My fist slams against the table with a crack loud enough to make the ashtray jump and rattle.
“You don’t lose a hundred million in blood-soaked treasure and say I don’t know, Bugatti.”
“I didn’t lose it!” he snaps—too fast, too desperate. Then his voice drops. “I didn’t touch it. Not one crate. Not one stone.”
“You had one job,” I say slowly. “To protect the fucking stash!”
“I did,” he says, jaw clenched. “I did, Vieri. But things changed while you were inside. Things you couldn’t see from behind bars.”
“Then enlighten me,” I growl. “Start talking before I start carving answers out of your skin.”
His breath leaves him in a rush.
He glances away for a second—then back at me.
“You remember the meeting,” he says quietly. “The first time your father brought you to The Six.”
I was just eleven.
My father had taken me to the backroom of a butcher shop in the old quarter. The smell of blood and smoke clung to the walls. That was the first time I saw The Six—legends. Power in human form. Each with more blood on their hands than a war tribunal.
My father. Bugatti’s father. Mother J—the most feared woman in Southern Italy. And Desmond Volkov—a Russian-Italian hybrid with the smile of a viper and the patience of a guillotine.
The other two were younger and lovers—Vasco and Lena. Quiet but brilliant. They ran the offshore routing systems and controlled the border transfers between Serbia and Libya.
The Six didn’t deal drugs or guns.
They trafficked in something darker—war-torn commodities. Conflict diamonds and looted gold. Everything mined from chaos. Stolen from child soldiers, collapsed governments, mass graves. Packed into crates stamped with fake humanitarian seals. Moved across oceans in cargo labeled as medical aid and school supplies.
Then melted. Cut. Cleaned. Sold.
Clean money, dirty hands.
Each member had a share in the profits—an equal cut of sin.
My father had 20%. Before he died, he passed that share to me and told me to keep it secret from my brothers. The stash wasn’t part of the Tavano family fortune—it was older.
Before I went inside, I gave it to Bugatti. Trusted him to watch it like it was his own skin.

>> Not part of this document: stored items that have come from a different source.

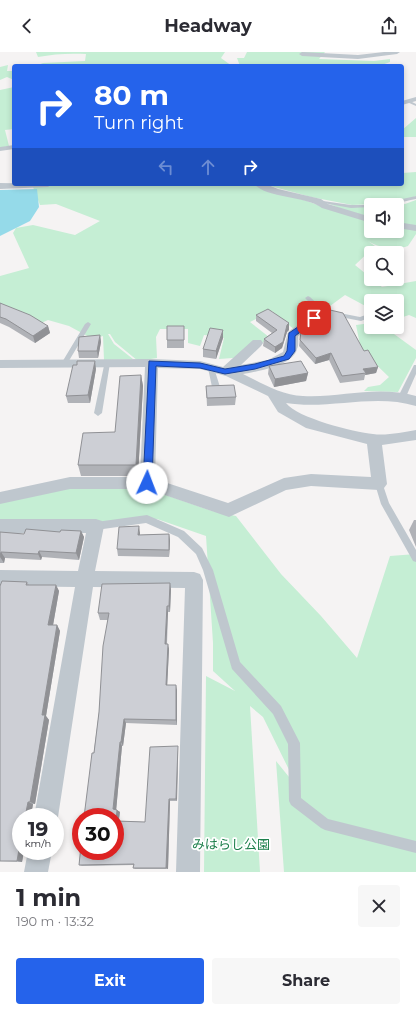 <!DOCTYPE html>
<meta charset="utf-8">
<style>
:root{--surface:#fff;--page:#f7f7f7;--text:#2b2b33;--muted:#7c7c81;--accent:#2563eb}
body{margin:0;font-family:Montserrat,"Noto Sans JP",sans-serif;background:var(--page);color:var(--text);height:100vh;display:flex;flex-direction:column;font-size:15px;white-space:nowrap}
*{box-sizing:border-box;margin:0}
p{font-size:13px;color:var(--muted)}
.icon{flex:none;width:22px;height:22px;fill:none;stroke:currentColor;stroke-width:2;stroke-linecap:round;stroke-linejoin:round}
.map{position:relative;height:820px;overflow:hidden}
.drawer{display:flex;flex-direction:column;background:var(--surface);flex:1}
.drawer>*{flex:none}
.hud{position:absolute;left:12px;top:12px;width:392px;height:122px;border-radius:4px;box-shadow:0 2px 6px #0003;background:#2563eb;color:#fff;overflow:hidden}
.tools{position:absolute;left:364px;top:146px;display:grid;gap:8px}
.tools a{display:grid;place-items:center;width:40px;height:40px;border-radius:4px;background:var(--surface);box-shadow:0 2px 6px #0003;font-size:20px}
.speed{position:absolute;left:12px;top:756px;display:flex;gap:8px;font-size:20px;font-weight:700;text-align:center}
.speed>*{display:grid;place-content:center;width:52px;height:52px;border-radius:50%;background:var(--surface);box-shadow:0 2px 6px #0003;line-height:1}
.speed small{font-size:10px;font-weight:400}
.speed .limit{border:6px solid #d22;background:#fff;color:#111}
.pin{position:absolute;display:grid;place-items:center;width:34px;height:34px;color:#fff;margin:-17px;border-radius:8px;box-shadow:0 2px 6px #0006}
.me{position:absolute;width:44px;margin:-22px;rotate:2deg;stroke-linejoin:round;filter:drop-shadow(0 0 3px #0008)}
.turn{display:flex;align-items:center;gap:14px;height:84px;padding:0 16px;font-size:18px}
.turn .icon{width:52px;height:52px;stroke-width:2.5}
.turn b{display:block;font-size:28px;line-height:34px}
.lanes{display:flex;align-items:center;height:38px;padding:0 16px;background:#0003;justify-content:center;gap:20px;direction:ltr}
.lanes .off{opacity:.35}
.round{display:grid;place-items:center;flex:none;width:42px;height:42px;border-radius:4px;background:var(--page)}
.summary{display:flex;align-items:center;justify-content:space-between;height:68px;padding:0 16px}
h1{font-size:24px;font-weight:700;line-height:30px}
.action{display:flex;gap:8px;margin-top:auto;padding:8px 16px}
.action a{flex:1;height:46px;border-radius:4px;background:var(--accent);color:#fff;font-size:16px;font-weight:700;line-height:46px;text-align:center}
.action a+a{background:var(--page);color:var(--text)}
header{display:flex;justify-content:space-between;align-items:center;height:52px;padding:0 16px;background:var(--surface);font-size:18px;font-weight:700}
.map>svg:first-child{display:block}
.green{fill:#c5eed4}
.water{fill:#95dae9}
.lines{fill:none;stroke-linecap:round;stroke-linejoin:round}
.service{fill:#bfc7ce;fill-rule:evenodd}
.minor{fill:#bfc7ce;fill-rule:evenodd}
.wall{fill:#b0b2b7}
.shaded-wall{fill:#909195}
.building{fill:#cdcfd5;stroke:#909195}
.route{fill:#2563eb;stroke:#184099}
.labels{text-anchor:middle;stroke-width:3.5;stroke-linejoin:round;paint-order:stroke}
.near-park-label{font-size:13px;fill:#1d7f4b;stroke:#fff}
</style>
<header><svg class="icon" aria-label="back" viewBox="0 0 24 24"><path d="M15 5l-7 7 7 7"/></svg>Headway<svg class="icon" aria-label="share" viewBox="0 0 24 24"><path d="M12 15V3M7 8l5-5 5 5M5 13v7h14v-7"/></svg></header>
<div class="map">
<svg width="416" height="820" viewBox="0 0 416 820">
<rect width="100%" height="100%" fill="#f5f3f3"/>
<path class="green" d="M 36,0 L 225,0 L 221,6 L 232,14 L 35,14 L 43,11 L 85,9 L 86,2 C 70,1 53,2 38,5 Z
M 247,0 L 325,0 L 319,7 L 374,9 L 390,7 L 390,10 L 379,14 L 240,14 L 237,6 L 244,6 Z
M 8,13 L 7,19 L 14,19 L 14,28 L 7,25 L 0,28 L 0,15 Z
M 14,35 L 14,77 L 5,78 L 9,94 L 0,96 L 0,38 Z
M 416,66 L 416,85 L 402,85 L 402,78 Z
M 416,120 L 416,144 L 399,151 L 352,153 L 311,145 L 263,132 L 402,132 L 402,121 Z
M 64,132 L 253,132 L 261,136 L 307,149 L 331,158 L 366,167 L 361,162 L 354,162 L 327,151 L 351,154 L 371,154 L 371,179 L 397,179 L 397,153 L 378,153 L 405,152 L 416,148 L 416,182 L 408,194 C 396,198 378,196 368,189 L 375,194 L 355,213 L 382,235 L 416,229 L 416,266 L 409,263 L 397,267 L 397,252 L 401,246 L 397,249 L 371,249 L 371,257 L 345,243 L 296,279 L 272,259 L 250,270 L 269,285 L 247,305 L 219,307 L 224,286 L 204,283 L 200,294 L 188,291 L 188,277 L 160,277 L 156,285 L 157,306 L 138,309 L 115,290 L 110,282 L 108,282 L 114,292 L 133,307 L 104,308 L 103,284 L 93,287 L 69,274 L 48,268 L 39,272 L 0,253 L 0,224 L 29,216 L 13,181 L 16,176 L 33,173 L 75,183 L 100,169 L 56,152 L 40,153 L 33,135 Z
M 371,271 L 371,275 L 397,275 L 399,277 L 394,282 L 416,298 L 416,306 L 398,340 L 364,339 L 368,335 L 380,333 L 389,325 L 361,298 L 356,273 Z
M 75,432 L 154,439 L 212,459 L 236,464 L 281,522 L 321,564 L 357,606 L 390,504 L 416,502 L 416,820 L 284,820 L 276,709 L 298,736 L 263,665 L 250,654 L 260,820 L 204,820 L 206,624 L 235,639 L 213,619 L 213,591 L 206,484 L 157,467 L 146,467 L 98,476 L 0,472 L 0,447 Z"/>
<path class="water" d="M 37,137 L 39,155 L 30,169 L 0,184 L 0,138 Z"/>
<g class="lines">
<path class="service" d="M 408,48 L 416,52 L 416,54 L 407,50 Z
M 416,144 L 416,147 C 402,150 389,153 375,153 Z
M 316,148 L 351,153 L 373,153 L 371,153 L 371,155 L 351,156 L 318,150 L 316,149 Z
M 308,244 L 310,245 L 324,258 L 360,265 L 371,261 L 371,265 L 361,269 L 320,261 L 305,246 Z
M 88,270 L 91,272 L 67,312 L 66,314 L 62,314 L 61,312 L 85,272 Z
M 105,309 L 107,309 L 110,311 L 102,361 L 98,364 L 94,361 Z
M 414,313 L 416,313 L 416,322 L 405,347 L 399,347 L 398,345 Z
M 209,314 L 211,314 L 214,316 L 220,335 L 219,337 L 216,337 L 212,335 L 208,316 Z
M 379,429 L 382,430 L 389,451 L 416,498 L 416,510 L 413,509 L 381,452 L 375,432 L 376,430 Z
M 147,463 L 184,479 L 202,496 L 213,518 L 240,610 L 281,654 L 300,691 L 301,746 L 328,767 L 416,789 L 416,801 L 325,778 L 321,776 L 291,753 L 289,749 L 288,692 L 273,662 L 232,617 L 203,518 L 196,502 L 178,485 L 146,471 L 96,478 L 93,477 L 92,474 L 93,471 L 96,470 Z"/>
<path class="minor" d="M 384,0 L 400,0 L 397,2 L 358,7 L 302,4 L 299,2 L 302,0 L 358,3 Z
M 416,45 L 416,49 L 402,53 L 402,49 Z
M 14,93 L 14,97 L 0,99 L 0,95 Z
M 0,131 L 52,132 L 48,135 L 0,137 Z
M 254,132 L 266,132 L 278,137 L 321,147 L 328,152 L 371,165 L 371,171 L 322,156 C 304,143 268,147 254,132 Z
M 397,170 L 416,173 L 416,179 L 397,176 Z
M 322,257 L 326,258 L 328,260 L 298,284 C 298,288 299,293 297,297 C 293,314 258,319 243,322 C 262,331 281,343 303,344 C 341,346 376,333 416,344 L 416,354 C 374,341 329,358 286,351 C 297,366 354,380 373,382 C 386,384 403,380 416,378 L 416,388 L 382,393 L 387,432 L 384,436 L 379,438 L 311,434 L 286,438 L 229,465 L 147,437 L 70,437 L 0,452 L 0,440 L 70,425 L 140,425 L 145,315 L 0,316 L 0,308 L 152,307 L 200,309 L 223,315 L 253,288 L 261,288 L 263,291 L 261,294 L 241,313 L 268,308 L 283,300 L 288,280 L 318,258 ZM 158,316 L 200,317 L 226,324 L 268,344 L 278,360 L 306,376 L 367,392 L 371,425 L 311,422 L 284,426 L 228,451 L 155,427 Z
M 0,467 L 96,467 L 102,469 L 104,474 L 95,519 L 194,520 L 200,522 L 203,528 L 200,820 L 176,820 L 185,536 L 93,535 L 58,765 L 55,771 L 55,765 L 34,765 L 75,535 L 0,534 L 0,518 L 78,519 L 86,481 L 0,481 Z
M 28,799 L 52,799 L 48,820 L 24,820 Z"/>
</g>
<path class="wall" d="M 0,251 L 48,274 L 50,281 L 35,291 L 9,275 L 0,271 Z
M 256,263 L 289,278 L 287,280 L 282,296 L 275,301 L 263,294 L 264,287 L 272,281 L 256,269 Z
M 316,271 L 364,299 L 378,315 L 376,321 L 365,323 L 364,328 L 340,331 L 329,308 L 315,312 L 299,294 L 300,286 L 301,279 Z
M 223,278 L 223,286 L 216,307 L 203,305 L 203,297 Z
M 184,282 L 184,296 L 167,296 L 167,288 Z
M 100,283 L 101,290 L 98,306 L 79,306 L 78,299 Z
M 269,314 L 308,321 L 306,329 L 274,335 L 268,322 Z
M 96,317 L 90,351 L 68,351 L 66,344 Z
M 141,323 L 143,334 L 138,424 L 81,424 L 78,413 L 115,380 Z
M 206,334 L 236,345 L 235,353 L 207,354 Z
M 414,468 L 416,468 L 416,495 L 409,478 Z
M 81,479 L 84,485 L 79,508 L 42,505 L 41,508 L 5,506 L 4,511 L 0,511 L 0,480 L 24,482 Z
M 140,481 L 140,483 L 169,482 L 170,489 L 169,505 L 118,504 L 117,497 Z
M 27,530 L 29,533 L 56,533 L 59,539 L 53,573 L 57,573 L 60,579 L 46,664 L 49,668 L 35,752 L 33,752 L 22,810 L 0,809 L 0,534 Z
M 171,537 L 170,560 L 168,560 L 167,592 L 169,597 L 167,633 L 177,638 L 177,673 L 126,671 L 123,694 L 122,694 L 116,758 L 120,760 L 119,769 L 145,770 L 178,698 L 177,749 L 170,749 L 168,817 L 135,817 L 133,816 L 134,813 L 82,814 L 79,813 L 99,660 L 108,568 L 100,568 L 98,561 Z"/>
<path class="shaded-wall" d="M 289,271 L 289,278 L 287,280 L 282,296 L 275,301 L 275,295 L 287,273 Z
M 48,274 L 50,281 L 35,291 L 33,284 Z
M 223,278 L 223,286 L 216,307 L 216,299 Z
M 100,283 L 101,290 L 98,306 L 97,299 Z
M 331,301 L 329,308 L 315,312 L 316,306 Z
M 95,309 L 96,317 L 90,351 L 88,343 Z
M 378,315 L 376,321 L 365,323 L 366,321 L 363,317 Z
M 308,321 L 306,329 L 274,335 L 275,327 Z
M 141,323 L 143,334 L 138,424 L 136,413 Z
M 139,474 L 140,481 L 139,490 L 138,483 Z
M 81,479 L 84,485 L 79,508 L 76,501 Z
M 169,482 L 170,489 L 169,505 Z
M 39,499 L 42,505 L 41,508 L 38,502 Z
M 1,500 L 5,506 L 4,511 L 0,505 Z
M 170,531 L 171,537 L 170,560 L 169,554 Z
M 56,533 L 59,539 L 52,579 L 48,573 Z
M 167,554 L 168,560 L 166,597 L 165,592 Z
M 57,573 L 60,579 L 46,664 L 49,668 L 35,752 L 30,750 L 42,663 Z
M 168,592 L 169,597 L 167,638 L 166,633 Z
M 176,633 L 177,638 L 177,673 L 176,668 Z
M 124,667 L 126,671 L 123,694 L 121,690 Z
M 120,690 L 122,694 L 116,760 L 113,757 Z
M 178,694 L 178,698 L 177,749 L 176,747 Z
M 169,747 L 170,749 L 168,817 L 166,816 Z
M 28,750 L 33,752 L 31,765 L 25,765 Z
M 117,758 L 120,760 L 118,771 L 116,769 Z
M 21,786 L 21,799 L 24,799 L 22,810 L 17,809 Z"/>
<path class="building" d="M 0,251 L 30,263 L 48,274 L 33,284 L 6,267 L 0,265 Z
M 268,257 L 289,271 L 287,273 L 283,290 L 275,295 L 264,287 L 277,278 L 256,263 Z
M 330,258 L 343,261 L 364,299 L 368,298 L 378,315 L 363,317 L 366,321 L 342,324 L 331,301 L 316,306 L 300,288 L 301,279 L 316,271 Z
M 167,274 L 184,274 L 184,288 L 167,288 Z
M 210,276 L 223,278 L 216,299 L 203,297 Z
M 100,283 L 97,299 L 78,299 L 79,285 Z
M 77,309 L 95,309 L 88,343 L 66,344 L 73,313 L 77,313 Z
M 301,309 L 308,321 L 275,327 L 269,314 Z
M 141,323 L 136,413 L 78,413 L 83,381 L 115,380 L 120,324 Z
M 234,333 L 236,345 L 207,346 L 206,334 Z
M 139,474 L 138,483 L 169,482 L 169,498 L 117,497 L 119,475 Z
M 26,477 L 60,480 L 61,478 L 81,479 L 76,501 L 39,499 L 38,502 L 1,500 L 0,504 L 0,480 L 24,482 Z
M 2,529 L 27,530 L 26,533 L 56,533 L 48,573 L 57,573 L 42,663 L 45,663 L 30,750 L 28,750 L 25,765 L 21,765 L 21,786 L 17,809 L 0,809 L 0,534 Z
M 170,531 L 169,554 L 167,554 L 165,592 L 168,592 L 166,633 L 176,633 L 176,668 L 124,667 L 121,690 L 120,690 L 113,757 L 117,758 L 116,769 L 145,770 L 150,695 L 178,694 L 176,747 L 169,747 L 166,816 L 133,816 L 134,812 L 79,813 L 81,794 L 81,799 L 115,799 L 115,765 L 84,765 L 92,701 L 94,701 L 99,660 L 103,594 L 109,561 L 98,561 L 102,532 Z"/>
<path class="route" d="M 314,264 L 317,266 L 316,268 L 295,284 L 295,299 L 289,307 L 255,317 L 225,322 L 200,316 L 156,314 L 152,431 L 151,434 L 144,434 L 143,431 L 149,309 L 200,311 L 225,317 L 255,312 L 284,304 L 287,299 L 289,281 Z"/>
<g class="labels">
<g class="near-park-label">
<text x="231" y="797">みはらし公園</text>
</g>
</g>
</svg>
<div class="tools">
<a><svg class="icon" aria-label="sound" viewBox="0 0 24 24"><path d="M4 9h4l5-4v14l-5-4H4zM17 9q2 3 0 6"/></svg></a>
<a><svg class="icon" aria-label="search" viewBox="0 0 24 24"><circle cx="10" cy="10" r="6"/><path d="M15 15l6 6"/></svg></a>
<a><svg class="icon" aria-label="layers" viewBox="0 0 24 24"><path d="M12 4l9 5-9 5-9-5zM3 14l9 5 9-5"/></svg></a>
</div>
<div class="speed"><div>19<small>km/h</small></div><div class="limit">30</div></div>
<div class="pin" style="left:314px;top:266px;background:#d93025"><svg class="icon" aria-label="arrive" viewBox="0 0 24 24"><path d="M6 21V4h12l-3 4 3 4H6"/></svg></div>
<svg class="me" style="left:147px;top:431px" viewBox="-20 -20 40 40"><circle r="19" fill="#fff"/><path d="M0-13L10 11 0 6-10 11z" fill="#2563eb"/></svg>
<div class="hud">
<div class="turn"><svg class="icon" aria-label="right" viewBox="0 0 24 24"><path d="M7 20v-9h11M14 6l5 5-5 5"/></svg><div><b>80 m</b>Turn right</div></div>
<div class="lanes"><svg class="icon off" aria-label="left" viewBox="0 0 24 24"><path d="M17 20v-9H6M10 6l-5 5 5 5"/></svg><svg class="icon off" aria-label="ahead" viewBox="0 0 24 24"><path d="M12 20V5M6 11l6-6 6 6"/></svg><svg class="icon" aria-label="right" viewBox="0 0 24 24"><path d="M7 20v-9h11M14 6l5 5-5 5"/></svg></div>
</div>
</div>
<section class="drawer">
<div class="summary"><div><h1>1 min</h1><p>190 m · 13:32</p></div><a class="round"><svg class="icon" aria-label="close" viewBox="0 0 24 24"><path d="M6 6l12 12M18 6L6 18"/></svg></a></div>
<div class="action"><a>Exit</a><a>Share</a></div>
</section>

“I honored that,” Bugatti says now, voice low. “I kept it hidden. I paid the guards myself. I rotated the lock codes every month. But after you were locked up…”
His voice trails off.
“What?” I snap. “What changed?”.
“Desmond happened.”
I narrow my eyes. “Explain.”
He leans forward, voice low, steady now.
“While you were in prison, rumors started circling. Mother J heard something—small whispers at first. That Lena and Vasco didn’t die in a car crash like we were told. That it was a hit.”
“That’s old news.”
The two had died in car crash a year after my father let me know about The Six.
“No,” he says quickly. “Not a random hit. A sanctioned one. Desmond gave the order. He saw their union as a threat—forty percent between two lovers, planning to marry, raise a child. He thought they’d take over the entire stash.”